Jurisdictional structure
- Operations jurisdiction: Maryland, United States
- Frederick City Police Districts
- Size: 57.50 km²
- Population: 78,000
- Legal jurisdiction: Frederick, Maryland
- General nature: Local civilian police;

Operational structure
- Headquarters: 100 West Patrick Street, Frederick, MD 21701
- Officers: 155
- Agency executive: Jason Lando, Chief of Police;

Website
- link

= Frederick City Police Department (Maryland) =

The Frederick City Police Department (FPD) is a law enforcement organization that provides police services to the city of Frederick, Maryland, the second-largest city in that state. The department is organized into several divisions, and is responsible for policing more than 78,000 people in a land area of 22.9 square miles. FPD is headed by Jason Lando, who was appointed Chief of Police in March, 2021 replacing outgoing Chief Ed Hargis who resigned in 2020.

==History==
In 1745, Daniel Dulany, a lawyer and land developer, founded "Frederick town" on a feeder creek of the Monocacy River. Frederick became incorporated in 1817 and had a population of 3,640. Four town constables were appointed that year to provide security on the streets and enforce animal laws.

The Police Department was created in 1858. At that time, there was a captain and two constables. The department staff eventually increased the following years and quickly followed other major cities' models. During the later stages of the American Civil War, the city jail served as the basis for a "contraband camp" for displaced Black people.

==Organization==
As of 2024, the department had 146 sworn officers and about 50 civilians in several divisions. Its headquarters are located just outside the Frederick County courthouse on West Patrick Street. Like many law enforcement agencies across the country, community policing is an important part of its core services provided to the citizens of Frederick.

FPD also has an auxiliary unit composed of uniformed volunteer officers to supplement regular officers.
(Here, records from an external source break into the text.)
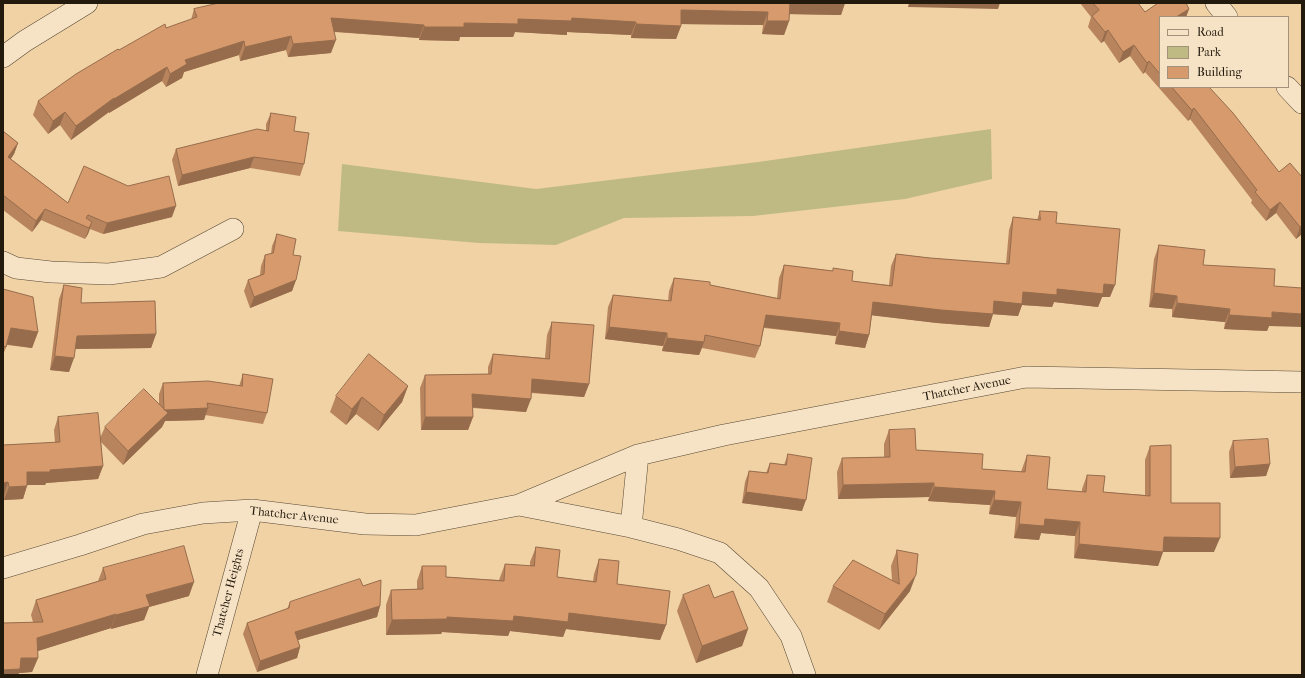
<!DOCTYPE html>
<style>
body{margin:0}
#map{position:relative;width:1305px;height:678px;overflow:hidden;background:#f1d2a5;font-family:"IM FELL French Canon",serif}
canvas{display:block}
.frame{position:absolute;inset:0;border:4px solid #231a0e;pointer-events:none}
.legend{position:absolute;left:1159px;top:16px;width:130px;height:72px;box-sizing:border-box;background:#f6e2c4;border:1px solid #a2927b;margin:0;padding:5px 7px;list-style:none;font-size:12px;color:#231a0e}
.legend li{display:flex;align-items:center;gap:8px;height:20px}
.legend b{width:20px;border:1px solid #a2927b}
</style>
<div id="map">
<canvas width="1305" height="678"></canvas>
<div class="frame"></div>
<ul class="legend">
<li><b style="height:5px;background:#f6e2c4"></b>Road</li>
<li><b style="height:11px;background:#bfba83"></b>Park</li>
<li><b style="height:11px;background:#d69a6d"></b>Building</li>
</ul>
</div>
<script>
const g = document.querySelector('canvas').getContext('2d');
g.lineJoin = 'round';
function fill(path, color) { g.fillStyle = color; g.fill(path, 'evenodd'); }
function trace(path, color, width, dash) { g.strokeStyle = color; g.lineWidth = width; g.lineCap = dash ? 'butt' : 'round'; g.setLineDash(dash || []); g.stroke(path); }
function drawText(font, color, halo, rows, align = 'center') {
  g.font = font + ' "IM FELL French Canon",serif'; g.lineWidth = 3; g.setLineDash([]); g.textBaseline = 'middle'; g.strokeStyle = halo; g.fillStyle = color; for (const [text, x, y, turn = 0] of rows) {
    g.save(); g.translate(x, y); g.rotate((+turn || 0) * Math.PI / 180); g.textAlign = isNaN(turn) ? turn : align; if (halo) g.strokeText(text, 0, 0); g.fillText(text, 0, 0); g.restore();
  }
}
fill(new Path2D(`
 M 991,129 L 992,179 L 905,199 L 753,216 L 624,218 L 556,245 L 479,243 L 338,231 L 342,164 L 536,189 L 758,162 Z`), '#bfba83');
const street = new Path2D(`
 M 1216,3 L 1227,17
 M 3,57 L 25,41 L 87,3
 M 1287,87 L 1302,103
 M 3,262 L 16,268 L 51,272 L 109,274 L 161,267 L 233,229
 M 519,505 L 631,527 L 678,539 L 720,553 L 759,588 L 791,636 L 805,675
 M 631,527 L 638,455
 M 3,568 L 80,545 L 143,524 L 203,513 L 252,510 L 365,524 L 416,525 L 519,505 L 638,455 L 724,435 L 1026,377 L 1302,382
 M 207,675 L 252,510`);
trace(street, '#564834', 22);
trace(street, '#f6e2c4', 21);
fill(new Path2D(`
 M 219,3 L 845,3 L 841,15 L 789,14 L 789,21 L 784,35 L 762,34 L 763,25 L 681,24 L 681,26 L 676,39 L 631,38 L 631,35 L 567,32 L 567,35 L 515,32 L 513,37 L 460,37 L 459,41 L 419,40 L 419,38 L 334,32 L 331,53 L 288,57 L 286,50 L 240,61 L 239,55 L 184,72 L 182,78 L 166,87 L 162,81 L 109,113 L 109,112 L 71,140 L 60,125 L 48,134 L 33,115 L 38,101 L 119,50 L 166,28 L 191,20 L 194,9 Z
 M 1080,3 L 1138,3 L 1145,12 L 1189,9 L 1186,17 L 1160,17 L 1160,87 L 1209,87 L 1279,172 L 1290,163 L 1302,234 L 1296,239 L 1276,213 L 1266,221 L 1251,203 L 1252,200 L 1190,119 L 1188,121 L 1145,72 L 1143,74 L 1130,56 L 1119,63 L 1104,41 L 1101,43 L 1088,27 L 1091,17 Z
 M 271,113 L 294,131 L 304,164 L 300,176 L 250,168 L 178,186 L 172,160 L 176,149 L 266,131 L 266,124 Z
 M 3,131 L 18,143 L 14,154 L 11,159 L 68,203 L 172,217 L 103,234 L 90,229 L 88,234 L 85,239 L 41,220 L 32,232 L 3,210 Z
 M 1040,211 L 1056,223 L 1110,297 L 1102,297 L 1098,307 L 1054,302 L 1052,307 L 1022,305 L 1018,316 L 993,314 L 989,327 L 937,323 L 872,315 L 869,335 L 865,348 L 835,344 L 836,336 L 764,328 L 760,346 L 755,358 L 702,348 L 699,355 L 662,351 L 663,346 L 605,339 L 608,307 L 613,295 L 668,301 L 669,291 L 674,278 L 777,298 L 779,278 L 784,265 L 833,271 L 833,268 L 852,281 L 889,285 L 891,266 L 896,254 L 930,258 L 1006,264 L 1009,230 L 1013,217 L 1037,220 Z
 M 277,234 L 293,255 L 296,280 L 292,291 L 250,308 L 244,291 L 248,280 L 260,275 L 261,266 L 265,255 L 271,254 L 272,246 Z
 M 1159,245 L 1203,265 L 1269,326 L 1267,331 L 1224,329 L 1225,322 L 1172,317 L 1172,309 L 1149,307 L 1154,259 Z
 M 64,285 L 81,303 L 156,334 L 151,348 L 75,349 L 69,372 L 50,370 L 59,299 Z
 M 3,289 L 38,332 L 32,348 L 7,345 L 3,355 Z
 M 552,322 L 589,384 L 584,397 L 531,393 L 526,412 L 473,408 L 473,417 L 468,430 L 421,430 L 420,388 L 425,375 L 488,374 L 488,367 L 493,354 L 545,358 L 547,335 Z
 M 243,374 L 267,413 L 263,424 L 205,415 L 204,420 L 165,421 L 162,427 L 123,465 L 101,442 L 103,466 L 98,479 L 46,483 L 45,485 L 27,485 L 23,499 L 4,500 L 4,495 L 3,495 L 3,445 L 55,443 L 54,430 L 58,417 L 100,438 L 105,427 L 159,404 L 159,394 L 163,383 L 239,386 Z
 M 408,386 L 402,402 L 378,431 L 356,414 L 346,425 L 330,412 L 336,396 Z
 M 889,430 L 916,450 L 982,469 L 1021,472 L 1022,469 L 1027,455 L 1047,489 L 1082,492 L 1082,489 L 1087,475 L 1103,492 L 1145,495 L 1145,460 L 1150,446 L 1171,503 L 1214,552 L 1163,552 L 1158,566 L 1074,558 L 1075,536 L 1041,533 L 1039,540 L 1014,538 L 1016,517 L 989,514 L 990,505 L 928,501 L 929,497 L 838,499 L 837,472 L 842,458 L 884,457 L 884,444 Z
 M 1233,441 L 1270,464 L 1266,476 L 1230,478 L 1229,452 Z
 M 788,454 L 802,511 L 742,503 L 745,482 L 749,471 L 766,473 L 770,463 L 784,465 Z
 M 536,547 L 557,577 L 593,581 L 594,574 L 599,559 L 617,584 L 666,625 L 660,640 L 566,629 L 563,637 L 510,631 L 508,636 L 442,632 L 441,634 L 386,635 L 386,605 L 391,590 L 417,589 L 417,581 L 422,566 L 446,577 L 499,580 L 505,564 L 530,566 L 530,562 Z
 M 897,550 L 910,591 L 879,630 L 827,602 L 833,586 L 892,580 L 891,566 Z
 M 103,568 L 189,596 L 149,607 L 144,620 L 111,629 L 111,628 L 37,651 L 38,658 L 32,672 L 19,673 L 18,675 L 3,675 L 33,622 L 31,615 L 36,600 L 98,581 Z
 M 363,586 L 380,606 L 377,617 L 298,640 L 300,647 L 297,658 L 257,672 L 243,634 L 247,623 L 287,609 L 290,602 Z
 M 683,595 L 714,598 L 748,629 L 742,646 L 696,663 L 677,611 Z`), '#b8845e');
fill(new Path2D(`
 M 789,3 L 845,3 L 841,15 L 785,14 Z
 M 909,3 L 1000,3 L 998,9 L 908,7 Z
 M 1189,9 L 1186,17 L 1176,17 Z
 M 681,10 L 768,12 L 763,25 L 676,24 Z
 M 331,18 L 424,25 L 419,38 L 326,31 Z
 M 572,18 L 636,22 L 631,35 L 567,32 L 567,35 L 515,32 L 513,37 L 460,37 L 459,41 L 419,40 L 424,27 L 518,19 Z
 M 767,21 L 789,21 L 784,35 L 762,34 Z
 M 636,24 L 681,26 L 676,39 L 631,38 Z
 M 1108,30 L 1104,41 L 1101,43 L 1105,32 Z
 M 291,36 L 286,50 L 240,61 L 245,47 Z
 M 336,40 L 331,53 L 288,57 L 293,44 Z
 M 244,41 L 239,55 L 184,72 L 182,78 L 166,87 L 170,74 L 185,60 Z
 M 1134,45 L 1130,56 L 1119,63 L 1123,52 Z
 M 1149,61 L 1145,72 L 1143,74 L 1147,63 Z
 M 167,67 L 162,81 L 109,113 L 109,112 L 71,140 L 76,126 L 114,98 Z
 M 1194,108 L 1190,119 L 1188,121 L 1192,110 Z
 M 65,112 L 60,125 L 48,134 L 53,121 Z
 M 18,143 L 14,154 L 4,168 L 8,157 Z
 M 254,157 L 250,168 L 178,186 L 182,175 Z
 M 1280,202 L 1276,213 L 1266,221 L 1270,210 Z
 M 176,206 L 172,217 L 103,234 L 107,223 Z
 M 45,209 L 41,220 L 32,232 L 36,221 Z
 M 92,222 L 88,234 L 85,239 L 89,228 Z
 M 1302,226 L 1302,234 L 1296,239 L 1300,227 Z
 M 296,280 L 292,291 L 250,308 L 254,297 Z
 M 1104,284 L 1115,285 L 1110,297 L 1102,297 L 1098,307 L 1054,302 L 1052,307 L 1022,305 L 1018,316 L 990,314 L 994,301 L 1023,292 L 1057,289 Z
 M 1154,293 L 1177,296 L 1172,309 L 1149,307 Z
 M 873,302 L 993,314 L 989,327 L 937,323 L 869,315 Z
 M 1177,303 L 1230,309 L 1225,322 L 1172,317 Z
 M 1272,312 L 1302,314 L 1302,327 L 1269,326 L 1267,331 L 1224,329 L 1229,315 Z
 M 766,315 L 840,323 L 836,336 L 762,327 Z
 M 609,327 L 667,333 L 663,346 L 605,339 Z
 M 11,328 L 38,332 L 32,348 L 5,344 Z
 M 839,331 L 869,335 L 865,348 L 835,344 Z
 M 156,334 L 151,348 L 72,349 L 77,336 Z
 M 667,338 L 704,342 L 699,355 L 662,351 Z
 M 55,356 L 74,358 L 69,372 L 50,370 Z
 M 532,379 L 589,384 L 584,397 L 528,392 Z
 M 408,386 L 402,402 L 378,431 L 384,415 Z
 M 472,394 L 531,399 L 526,412 L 468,407 Z
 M 362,397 L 356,414 L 346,425 L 352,409 Z
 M 208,408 L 204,420 L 165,421 L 162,427 L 123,465 L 128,451 L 164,410 Z
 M 425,417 L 473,417 L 468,430 L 421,430 Z
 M 1270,464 L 1266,476 L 1230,478 L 1235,467 Z
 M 103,466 L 98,479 L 46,483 L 45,485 L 22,485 L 27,472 Z
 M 8,482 L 4,495 L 3,495 L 3,483 Z
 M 934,483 L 929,497 L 838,499 L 843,485 Z
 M 27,486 L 23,499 L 4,500 L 9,487 Z
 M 934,487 L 995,491 L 990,505 L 928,501 Z
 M 746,492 L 806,500 L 802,511 L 742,503 Z
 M 994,500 L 1021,502 L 1016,517 L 989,514 Z
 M 1045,519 L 1080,522 L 1075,536 L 1041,533 L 1039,540 L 1014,538 L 1019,524 Z
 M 1164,537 L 1220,538 L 1214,552 L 1160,552 L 1163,552 L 1158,566 L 1074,558 L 1079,544 Z
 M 916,575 L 910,591 L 879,630 L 885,614 Z
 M 194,582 L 189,596 L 149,607 L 144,620 L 111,629 L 116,615 L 146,595 Z
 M 380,606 L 377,617 L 291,642 L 295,632 Z
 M 569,613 L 666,625 L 660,640 L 566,629 L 563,637 L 510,631 L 508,636 L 442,632 L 441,634 L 386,635 L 392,620 L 447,617 L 514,616 Z
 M 116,614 L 111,628 L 32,653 L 37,638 Z
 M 748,629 L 742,646 L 696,663 L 702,646 Z
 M 300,647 L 297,658 L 257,672 L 260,661 Z
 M 21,658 L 38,658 L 32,672 L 19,673 L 18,675 L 3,675 L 3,670 Z`), '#966c4c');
const building = new Path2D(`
 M 219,3 L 790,3 L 789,21 L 767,21 L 768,12 L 681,10 L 681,26 L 636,24 L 636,22 L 572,18 L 571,21 L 518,19 L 518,24 L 464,23 L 464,27 L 424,27 L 424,25 L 331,18 L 336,40 L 293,44 L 291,36 L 245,47 L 244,41 L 185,60 L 187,64 L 170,74 L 167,67 L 114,99 L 114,98 L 76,126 L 65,112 L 53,121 L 38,101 L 76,74 L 118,49 L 119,50 L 165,24 L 166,28 L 197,17 L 194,9 Z
 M 1093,3 L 1138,3 L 1145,12 L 1158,3 L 1186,3 L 1189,9 L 1176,17 L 1160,17 L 1160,74 L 1149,61 L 1147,63 L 1134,45 L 1123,52 L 1108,30 L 1105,32 L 1092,16 L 1099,10 Z
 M 1172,87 L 1209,87 L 1233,113 L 1279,172 L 1290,163 L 1302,177 L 1302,226 L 1300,227 L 1280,202 L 1270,210 L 1255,192 L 1257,190 L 1194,108 L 1192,110 Z
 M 271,113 L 296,117 L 294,131 L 309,133 L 304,164 L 254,157 L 182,175 L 176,149 L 257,129 L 268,131 Z
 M 3,131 L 18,143 L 8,157 L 68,203 L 84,166 L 128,186 L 169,176 L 176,206 L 107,223 L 88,215 L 86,218 L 92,222 L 89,228 L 45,209 L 36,221 L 3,195 Z
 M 1040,211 L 1057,212 L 1056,223 L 1120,229 L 1115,285 L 1104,284 L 1103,294 L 1057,289 L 1057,295 L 1023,292 L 1022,304 L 994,301 L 993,314 L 941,310 L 873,302 L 869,335 L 839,331 L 840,323 L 766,315 L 760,346 L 705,335 L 704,342 L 667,338 L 667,333 L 609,327 L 613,295 L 671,301 L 674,278 L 710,282 L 710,285 L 780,299 L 784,265 L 833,271 L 833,268 L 853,271 L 852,281 L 892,286 L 896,254 L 930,258 L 1009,264 L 1013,217 L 1040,220 Z
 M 277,234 L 296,239 L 293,255 L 301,256 L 296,280 L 254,297 L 248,280 L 264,274 L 265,255 L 273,253 Z
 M 1159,245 L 1205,250 L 1203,265 L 1275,269 L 1274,286 L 1302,288 L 1302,314 L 1272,312 L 1272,318 L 1229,315 L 1230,309 L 1177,303 L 1177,296 L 1154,293 Z
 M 64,285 L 82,288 L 81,303 L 155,301 L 156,334 L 77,336 L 74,358 L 55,356 Z
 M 3,289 L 33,297 L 38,332 L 11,328 L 6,347 L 3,346 Z
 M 552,322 L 594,325 L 589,384 L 532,379 L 531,399 L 472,394 L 473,417 L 425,417 L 425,375 L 491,374 L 493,354 L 549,359 Z
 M 369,354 L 408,386 L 384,415 L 362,397 L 352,409 L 336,396 Z
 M 243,374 L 273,379 L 267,413 L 207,403 L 208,408 L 164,410 L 163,383 L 208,381 L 242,386 Z
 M 144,389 L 168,413 L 128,451 L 105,427 Z
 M 98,413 L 103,466 L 50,470 L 50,472 L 27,472 L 27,486 L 9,487 L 8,482 L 3,483 L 3,445 L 60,442 L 58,417 Z
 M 915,429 L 916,450 L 983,454 L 982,469 L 1025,472 L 1027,455 L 1050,457 L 1047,489 L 1086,492 L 1087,475 L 1105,476 L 1103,492 L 1150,496 L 1150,446 L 1171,445 L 1171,503 L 1220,503 L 1220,538 L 1164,537 L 1163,552 L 1079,544 L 1080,522 L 1045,519 L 1044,526 L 1019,524 L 1021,502 L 994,500 L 995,491 L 934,487 L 934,483 L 843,485 L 842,458 L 890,457 L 889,430 Z
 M 1268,439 L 1270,464 L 1235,467 L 1233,441 Z
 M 788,454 L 812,458 L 806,500 L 746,492 L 749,471 L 768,473 L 770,463 L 786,465 Z
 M 184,546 L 194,582 L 146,595 L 150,606 L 116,615 L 116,614 L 37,638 L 38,658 L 21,658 L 20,669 L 3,670 L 3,623 L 43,622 L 36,600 L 106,579 L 103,568 Z
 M 536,547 L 560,550 L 557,577 L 596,582 L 599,559 L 619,561 L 617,584 L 670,591 L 666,625 L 569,613 L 568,622 L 514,616 L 513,621 L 447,617 L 447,619 L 392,620 L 391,590 L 423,589 L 422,566 L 446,566 L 446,577 L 504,581 L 505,564 L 534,566 Z
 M 897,550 L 918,554 L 916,575 L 885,614 L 833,586 L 853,560 L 899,584 Z
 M 360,579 L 363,586 L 381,580 L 380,606 L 295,632 L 300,647 L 260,661 L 247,623 L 289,608 L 290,602 Z
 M 709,585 L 714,598 L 733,591 L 748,629 L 702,646 L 683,595 Z`);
fill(building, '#d69a6d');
trace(building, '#966c4c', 1);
drawText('12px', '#231a0e', '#f6e2c4', [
 ["Thatcher Avenue",967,389,-11],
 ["Thatcher Avenue",294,516,6],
 ["Thatcher Heights",229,593,-75]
]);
</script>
Auxiliary officers perform essential support duties and assist sworn police officers in their daily activities as well as during special events.

The FPD consists of several divisions, including:

- Criminal Investigation Division
- Patrol Division 1
- Patrol Division 2
- Professional Services Division
- Special Operations Division
- Support Services Division
- Technology and Services Division

==Training==
FPD has its own police academy, certified by the Maryland Training Police Commission. The department trains not only its own officers, but also cadets from surrounding jurisdictions including the Frederick County Sheriff's Office, the Washington County Sheriff's Office and the Brunswick Police Department. Additionally, the academy periodically trains prospects for the auxiliary police force.

==Misconduct==

=== Perjury ===
In October 2010, Officer Megan Mattingly resigned after it was alleged that she had lied under oath in court.

=== DUI ===
In March 2012, Officer Robert Pierce was arrested after he crashed his patrol car into a guardrail. He was believed to have been driving under the influence when he lost control of the car on U.S. 15 at Jefferson Street, and was off duty at the time. He was sentenced to 2 years of unsupervised probation and 48 hours of community service.
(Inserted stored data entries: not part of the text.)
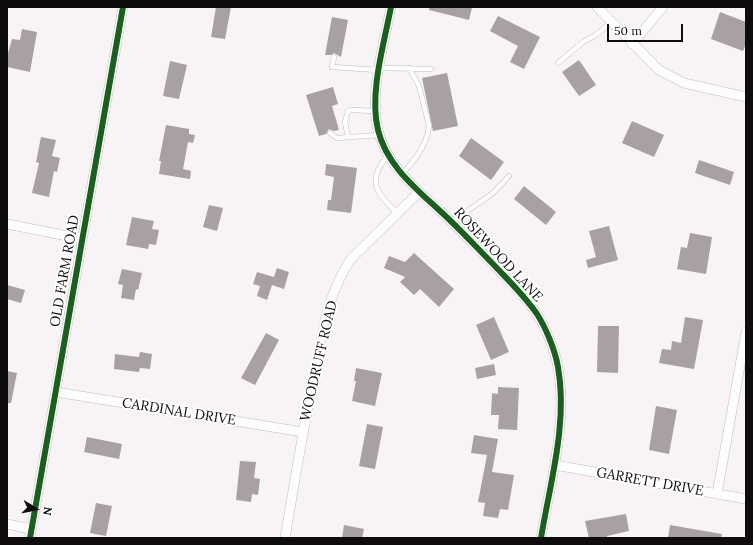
<!DOCTYPE html>
<style>
body{margin:0}
#map{position:relative;width:753px;height:545px;overflow:hidden;background:#f8f3f5;font-family:Lora,serif}
canvas{display:block}
.frame{position:absolute;inset:0;border:8px solid #0f0c0d;pointer-events:none}
.north{position:absolute;left:16px;top:489px;width:40px;height:40px;-webkit-text-stroke:3px #fff;paint-order:stroke;rotate:100deg;font-size:11px;font-weight:700;line-height:16px;text-align:center;color:#0f0c0d}
.north::after{content:'';display:block;margin:auto;width:14px;height:18px;background:#0f0c0d;clip-path:polygon(50% 0,100% 100%,50% 72%,0 100%)}
.scale{position:absolute;left:607px;top:24px;width:76px;height:18px;box-sizing:border-box;border:2px solid #0f0c0d;border-top:0;padding-left:5px;font-size:12px;line-height:14px;white-space:nowrap;color:#0f0c0d;-webkit-text-stroke:3px #fff;paint-order:stroke}
</style>
<div id="map">
<canvas width="753" height="545"></canvas>
<div class="frame"></div>
<div class="north">N</div>
<div class="scale">50 m</div>
</div>
<script>
const context = document.querySelector('canvas').getContext('2d');
context.lineJoin = 'round';
function paint(path, color) { context.fillStyle = color; context.fill(path, 'evenodd'); }
function stroke(path, color, width, dash) { context.strokeStyle = color; context.lineWidth = width; context.lineCap = dash ? 'butt' : 'round'; context.setLineDash(dash || []); context.stroke(path); }
function write(font, color, halo, rows, align = 'center') {
  context.font = font + ' Lora,serif'; context.lineWidth = 4; context.setLineDash([]); context.textBaseline = 'middle'; context.strokeStyle = halo; context.fillStyle = color; for (const [text, x, y, turn = 0] of rows) {
    context.save(); context.translate(x, y); context.rotate((+turn || 0) * Math.PI / 180); context.textAlign = isNaN(turn) ? turn : align; if (halo) context.strokeText(text, 0, 0); context.fillText(text, 0, 0); context.restore();
  }
}
const building = new Path2D(`
 M216 7H231L225 39 211 37Z
 M429 7H472L469 20 429 10Z
 M720 12 746 22V44L743 51 711 39Z
 M498 16 540 37 524 69 510 62 518 46 490 31Z
 M332 17 348 20 341 57 334 53 331 55H325Z
 M22 29 37 32 30 72 7 67V57L12 39 20 40Z
 M579 60 596 85 579 96 562 72Z
 M170 61 187 65 179 99 163 96Z
 M447 73 458 126 433 131 422 78Z
 M333 87 338 104 332 106 339 130 334 131 329 129 326 134 319 136 306 95Z
 M632 121 664 135 654 157 622 143Z
 M166 125 189 129V134L195 135 193 143 188 142 183 169 191 171 190 179 159 174 161 161H159Z
 M41 137 56 140 52 156 60 158 57 172 54 171 49 197 32 193 39 163 36 162Z
 M471 138 504 162 491 180 459 156Z
 M699 160 734 172 730 185 695 173Z
 M326 164 357 168 351 213 327 210 328 200H331L334 177 325 175Z
 M524 186 556 212 546 225 514 199Z
 M209 205 223 208 217 231 203 227Z
 M132 217 154 221 152 229 159 230 156 245 149 244 148 249 126 245Z
 M609 226 618 260 588 268 586 260 596 257 589 231Z
 M690 233 712 237 706 274 677 269 681 247 687 248Z
 M414 253 454 289 439 307 420 289 414 295 400 282 405 277 384 268 389 256 405 262Z
 M277 268 289 272 284 289 272 285 267 300 257 296 260 286 253 284 257 272 274 277Z
 M122 269 142 273 138 290 136 289 134 300 121 298 123 285 118 284Z
 M7 285 25 290 21 303 7 299Z
 M494 317 509 352 491 360 476 325Z
 M685 317 703 320 694 369 659 363 662 349 671 350 672 341 681 343Z
 M598 326H619L618 373 597 372Z
 M266 333 279 340 255 385 241 378Z
 M140 352 152 354 150 369 140 368 139 372 114 369 115 354 139 357Z
 M494 364 496 375 477 379 475 368Z
 M356 368 382 373 375 406 352 401 356 381H354Z
 M7 371 17 373 11 403H7Z
 M498 387 519 388 517 430 498 429 499 415H491L492 393 498 394Z
 M656 406 677 410 669 454 649 450Z
 M367 424 383 427 375 469 359 466Z
 M474 435 498 439 492 472 514 475 508 510 500 509 498 518 483 516 485 503 478 502 487 455 471 453Z
 M87 437 122 444 119 459 84 452Z
 M240 461 256 462 254 478 260 479 258 495 252 494 251 502 236 500Z
 M96 503 112 506 106 536 90 533Z
 M626 514 629 531 607 536V538H589L585 521Z
 M344 525 364 529 362 538H342Z
 M670 525 722 534 721 538H668Z`);
const service = new Path2D(`
 M334 57 332 67 378 70
 M558 63 583 42 596 35 611 22
 M380 68 431 69
 M330 133 337 138 379 135
 M348 137 345 122 348 111 351 110 375 111
 M388 155C366 181 376 192 397 213
 M402 174C414 161 428 144 429 125L419 86 409 68
 M452 222 493 193 509 176`);
const minor = new Path2D(`
 M391 7C384 44 369 93 378 130 386 164 414 187 439 210 458 227 475 246 493 264 508 280 524 295 537 314 546 328 555 350 558 367 568 423 550 483 541 538
 M597 7 659 70 684 83 746 97
 M632 44 663 7
 M7 224 83 239
 M56 392 303 432
 M555 465 746 499
 M717 494 746 332
 M7 524 31 529
 M30 538 123 7
 M285 538C294 486 302 434 313 383 321 341 326 295 351 259L419 192`);
const cycleway = new Path2D(`
 M391 7C384 44 369 93 378 130 386 164 414 187 439 210 458 227 475 246 493 264 508 280 524 295 537 314 546 328 555 350 558 367 568 423 550 483 541 538
 M30 538 123 7`);
const streetNames = [
 ["ROSEWOOD LANE",498,255,47],
 ["OLD FARM ROAD",65,271,-80],
 ["WOODRUFF ROAD",319,361,-77],
 ["CARDINAL DRIVE",179,412,9],
 ["GARRETT DRIVE",650,482,10]
];
paint(building, '#a9a0a4');
stroke(service, '#c1bebf', 5.5);
stroke(minor, '#c1bebf', 10);
stroke(service, '#fefdfe', 4.5);
stroke(minor, '#fefdfe', 9);
stroke(cycleway, '#1b5e20', 6);
write('14px', '#0f0c0d', '#fff', streetNames);
</script>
In June 2015, Officer Deborah Kidwell was arrested in the Boonsboro area by Washington County deputies after a vehicle accident. She was charged with DUI offense. She was sentenced to Probation Before Judgement.

=== Domestic violence ===
In June 2012, Frederick Police Corporal Martin Holt, who was an assistant supervisor of the midnight shift, was charged with assaulting his live-in girlfriend by hitting her several times in the chest and once in the back, according to the Frederick Police Department. He was sentenced to Probation before Judgement.

In April 2014, Officer Benjamin Whitmore pleaded guilty to charges of assaulting his girlfriend, who was also a Frederick City Police Officer. He was sentenced to Probation Before Judgement, with 18 months of supervised probation. He ran into trouble again in February 2015 when he was taken into custody by Washington County deputies after a brief chase in Hagerstown. He was reportedly intoxicated.
"Frederick officer pleads guilty to assaulting girlfriend".

=== Fraud and theft ===
In October 2013, Officer Charity Faith Hoxie agreed to resign from the department and "not work in law enforcement for three years." This was part of a deal that suspended charges against her for using stolen gift cards in nearby Hagerstown.